• AVAILABLE DATA:
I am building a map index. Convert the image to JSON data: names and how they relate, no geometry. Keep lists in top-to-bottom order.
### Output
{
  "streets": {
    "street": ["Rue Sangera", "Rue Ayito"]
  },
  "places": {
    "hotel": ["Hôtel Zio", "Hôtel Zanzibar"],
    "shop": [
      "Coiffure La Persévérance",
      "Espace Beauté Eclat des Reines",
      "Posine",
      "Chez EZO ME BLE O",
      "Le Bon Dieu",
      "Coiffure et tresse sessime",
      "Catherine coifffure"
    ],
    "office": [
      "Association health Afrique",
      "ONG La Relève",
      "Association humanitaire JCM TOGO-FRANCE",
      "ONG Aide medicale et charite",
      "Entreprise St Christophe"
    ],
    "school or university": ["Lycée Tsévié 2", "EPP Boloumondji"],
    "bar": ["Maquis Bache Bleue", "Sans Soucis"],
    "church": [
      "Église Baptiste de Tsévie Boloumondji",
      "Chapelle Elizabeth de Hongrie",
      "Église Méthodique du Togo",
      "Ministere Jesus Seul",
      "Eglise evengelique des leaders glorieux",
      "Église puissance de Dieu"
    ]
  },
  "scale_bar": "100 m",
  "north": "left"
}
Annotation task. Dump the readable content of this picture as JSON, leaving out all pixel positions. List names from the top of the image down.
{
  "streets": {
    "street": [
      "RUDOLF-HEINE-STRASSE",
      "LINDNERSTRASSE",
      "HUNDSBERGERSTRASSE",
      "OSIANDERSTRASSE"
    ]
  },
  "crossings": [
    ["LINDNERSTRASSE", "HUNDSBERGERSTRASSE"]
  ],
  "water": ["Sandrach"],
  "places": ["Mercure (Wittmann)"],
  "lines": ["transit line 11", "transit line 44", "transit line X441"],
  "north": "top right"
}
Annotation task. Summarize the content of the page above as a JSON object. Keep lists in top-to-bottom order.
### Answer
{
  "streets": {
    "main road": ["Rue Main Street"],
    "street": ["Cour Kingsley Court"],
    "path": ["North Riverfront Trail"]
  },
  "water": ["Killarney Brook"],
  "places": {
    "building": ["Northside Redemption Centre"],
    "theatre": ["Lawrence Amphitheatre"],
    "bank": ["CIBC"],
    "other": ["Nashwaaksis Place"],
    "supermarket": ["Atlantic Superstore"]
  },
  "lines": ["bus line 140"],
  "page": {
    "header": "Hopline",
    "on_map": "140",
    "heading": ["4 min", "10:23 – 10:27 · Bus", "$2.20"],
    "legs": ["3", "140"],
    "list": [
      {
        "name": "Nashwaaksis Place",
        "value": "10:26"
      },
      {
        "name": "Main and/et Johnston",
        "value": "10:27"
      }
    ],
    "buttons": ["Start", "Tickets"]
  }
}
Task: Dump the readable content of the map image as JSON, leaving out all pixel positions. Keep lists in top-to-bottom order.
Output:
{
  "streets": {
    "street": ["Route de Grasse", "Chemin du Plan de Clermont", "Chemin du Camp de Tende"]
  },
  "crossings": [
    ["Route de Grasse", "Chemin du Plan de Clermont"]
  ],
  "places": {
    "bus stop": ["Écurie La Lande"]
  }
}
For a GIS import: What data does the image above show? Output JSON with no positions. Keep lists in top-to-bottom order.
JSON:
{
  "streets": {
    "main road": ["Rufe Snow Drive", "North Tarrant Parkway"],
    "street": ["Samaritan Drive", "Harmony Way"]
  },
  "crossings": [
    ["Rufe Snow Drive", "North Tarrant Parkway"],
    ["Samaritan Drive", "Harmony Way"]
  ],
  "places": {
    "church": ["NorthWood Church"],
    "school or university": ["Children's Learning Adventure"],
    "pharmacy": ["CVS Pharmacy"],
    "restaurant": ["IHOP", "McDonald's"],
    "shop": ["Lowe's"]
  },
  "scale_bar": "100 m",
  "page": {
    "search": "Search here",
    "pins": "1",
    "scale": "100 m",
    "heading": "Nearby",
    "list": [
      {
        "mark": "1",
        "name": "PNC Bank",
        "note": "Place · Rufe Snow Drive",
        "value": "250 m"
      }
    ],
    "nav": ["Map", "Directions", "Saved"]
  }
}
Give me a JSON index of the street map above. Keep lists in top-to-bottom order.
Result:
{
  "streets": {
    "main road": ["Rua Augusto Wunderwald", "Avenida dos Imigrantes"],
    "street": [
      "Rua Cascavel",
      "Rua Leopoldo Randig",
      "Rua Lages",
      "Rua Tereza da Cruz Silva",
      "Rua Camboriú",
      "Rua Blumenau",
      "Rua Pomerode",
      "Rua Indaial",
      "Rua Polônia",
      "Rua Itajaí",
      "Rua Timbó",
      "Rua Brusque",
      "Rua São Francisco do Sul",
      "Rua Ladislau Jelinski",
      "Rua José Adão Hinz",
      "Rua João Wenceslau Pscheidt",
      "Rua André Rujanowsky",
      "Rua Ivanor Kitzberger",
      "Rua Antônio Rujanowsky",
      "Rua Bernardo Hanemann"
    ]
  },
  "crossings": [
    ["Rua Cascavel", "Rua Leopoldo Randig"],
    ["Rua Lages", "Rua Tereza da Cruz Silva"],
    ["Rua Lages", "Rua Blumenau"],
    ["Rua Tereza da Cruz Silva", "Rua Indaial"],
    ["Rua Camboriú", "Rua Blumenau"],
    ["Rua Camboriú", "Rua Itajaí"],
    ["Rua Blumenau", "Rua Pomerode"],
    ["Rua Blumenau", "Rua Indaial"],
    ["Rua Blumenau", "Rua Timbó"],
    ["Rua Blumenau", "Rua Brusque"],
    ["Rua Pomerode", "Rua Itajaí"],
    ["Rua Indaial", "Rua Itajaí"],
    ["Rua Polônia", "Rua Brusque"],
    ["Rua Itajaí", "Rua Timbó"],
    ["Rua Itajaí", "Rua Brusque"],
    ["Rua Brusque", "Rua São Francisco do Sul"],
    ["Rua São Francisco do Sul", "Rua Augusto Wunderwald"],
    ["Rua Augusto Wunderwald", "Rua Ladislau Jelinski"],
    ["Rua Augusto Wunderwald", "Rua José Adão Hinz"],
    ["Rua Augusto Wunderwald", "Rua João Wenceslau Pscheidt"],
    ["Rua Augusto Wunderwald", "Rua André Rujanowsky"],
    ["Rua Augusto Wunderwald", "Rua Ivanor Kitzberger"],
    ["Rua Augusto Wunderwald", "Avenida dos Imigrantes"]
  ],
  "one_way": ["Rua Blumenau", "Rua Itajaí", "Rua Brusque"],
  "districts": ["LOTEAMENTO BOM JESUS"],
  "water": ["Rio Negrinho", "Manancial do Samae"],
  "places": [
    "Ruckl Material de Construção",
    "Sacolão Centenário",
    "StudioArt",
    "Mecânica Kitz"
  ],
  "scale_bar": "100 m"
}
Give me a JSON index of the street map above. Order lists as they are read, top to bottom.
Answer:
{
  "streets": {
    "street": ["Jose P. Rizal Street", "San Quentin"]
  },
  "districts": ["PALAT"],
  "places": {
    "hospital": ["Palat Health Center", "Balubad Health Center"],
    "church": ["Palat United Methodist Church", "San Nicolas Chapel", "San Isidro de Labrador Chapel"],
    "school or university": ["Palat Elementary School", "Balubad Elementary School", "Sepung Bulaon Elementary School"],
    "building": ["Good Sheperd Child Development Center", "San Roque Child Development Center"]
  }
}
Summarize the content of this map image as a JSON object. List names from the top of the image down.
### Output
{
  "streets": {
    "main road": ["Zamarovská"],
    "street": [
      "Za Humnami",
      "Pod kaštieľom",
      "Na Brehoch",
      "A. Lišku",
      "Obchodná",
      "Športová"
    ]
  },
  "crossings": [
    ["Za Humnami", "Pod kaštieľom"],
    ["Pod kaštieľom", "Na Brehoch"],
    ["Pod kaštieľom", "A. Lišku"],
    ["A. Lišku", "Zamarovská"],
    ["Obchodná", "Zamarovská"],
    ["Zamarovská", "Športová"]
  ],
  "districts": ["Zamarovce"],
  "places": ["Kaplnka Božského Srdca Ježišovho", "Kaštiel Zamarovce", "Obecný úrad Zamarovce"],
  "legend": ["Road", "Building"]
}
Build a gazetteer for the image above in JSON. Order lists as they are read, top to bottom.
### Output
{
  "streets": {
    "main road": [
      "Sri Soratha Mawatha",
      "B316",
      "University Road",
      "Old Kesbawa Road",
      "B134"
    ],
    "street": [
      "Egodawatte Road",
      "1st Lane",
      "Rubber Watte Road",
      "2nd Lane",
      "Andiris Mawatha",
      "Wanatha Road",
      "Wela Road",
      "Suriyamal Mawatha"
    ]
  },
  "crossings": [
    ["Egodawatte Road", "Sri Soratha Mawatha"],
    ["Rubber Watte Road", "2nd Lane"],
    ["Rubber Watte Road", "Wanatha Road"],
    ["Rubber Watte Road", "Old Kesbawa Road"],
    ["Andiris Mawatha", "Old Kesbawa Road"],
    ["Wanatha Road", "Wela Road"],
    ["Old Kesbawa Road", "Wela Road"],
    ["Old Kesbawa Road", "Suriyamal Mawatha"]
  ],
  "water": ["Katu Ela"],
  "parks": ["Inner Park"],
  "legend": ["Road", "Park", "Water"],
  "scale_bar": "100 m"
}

• YOUR INSTRUCTIONS: All lines above from the one with "Annotation task. Dump" to the one with "Annotation task. Summarize", inclusive, should be copied exactly, and no other lines.

• ANSWER BOX:
Annotation task. Dump the readable content of this picture as JSON, leaving out all pixel positions. List names from the top of the image down.
{
  "streets": {
    "street": [
      "RUDOLF-HEINE-STRASSE",
      "LINDNERSTRASSE",
      "HUNDSBERGERSTRASSE",
      "OSIANDERSTRASSE"
    ]
  },
  "crossings": [
    ["LINDNERSTRASSE", "HUNDSBERGERSTRASSE"]
  ],
  "water": ["Sandrach"],
  "places": ["Mercure (Wittmann)"],
  "lines": ["transit line 11", "transit line 44", "transit line X441"],
  "north": "top right"
}
Annotation task. Summarize the content of the page above as a JSON object. Keep lists in top-to-bottom order.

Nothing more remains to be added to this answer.